"Failed to get authorization to access your account" message on Windows Roon Remote - [Solved]

Last week I completely rebuilt my Windows 10 PC from the ground up. Previous to this I was able to back up my Roon database to a folder on a USB drive attached to the system. Since the rebuild I get this warning when I try to backup to that same location which Roon will browse to happily, just not write to:
Capture
All my other networking is running as it’s supposed to. I can find all the other devices on it and browse to their folders but Roon is asking for authority to write to the pre-existing database backup folder. The worst of it is there is no username or password required to gain access to this or any other shares so what is Roon looking for and what, potentially, is the configuration variable that has been reset in the Windows rebuild?

Hello @Alan_McMillan,

Thanks for contacting support, I’d be happy to assist here.
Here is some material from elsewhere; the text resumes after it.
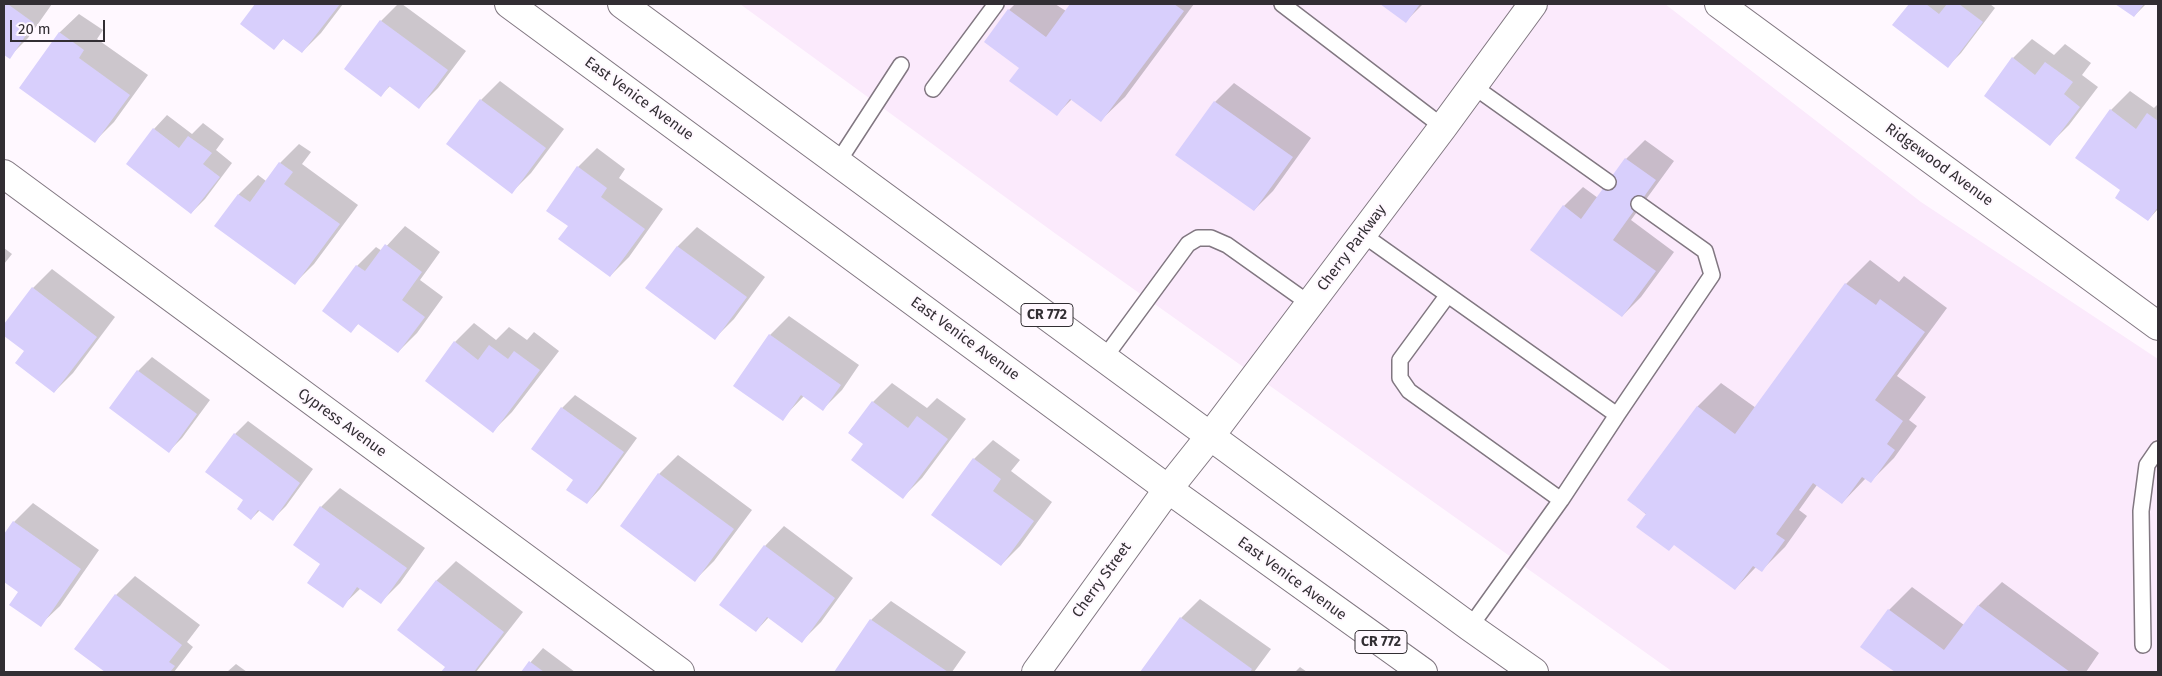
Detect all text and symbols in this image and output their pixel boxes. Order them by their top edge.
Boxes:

It seems that this could be a permissions issue to me, do you by any chance have read/write ability to that folder? If you right-click the destination folder where you intend to save your backups and go to Properties, is “Read-only” by any chance checked?
Read%20Only%20Folder

I have also seen a report that SMBv1 is disabled by default in Windows 10, can you check to see if enabling this setting helps, as per this thread?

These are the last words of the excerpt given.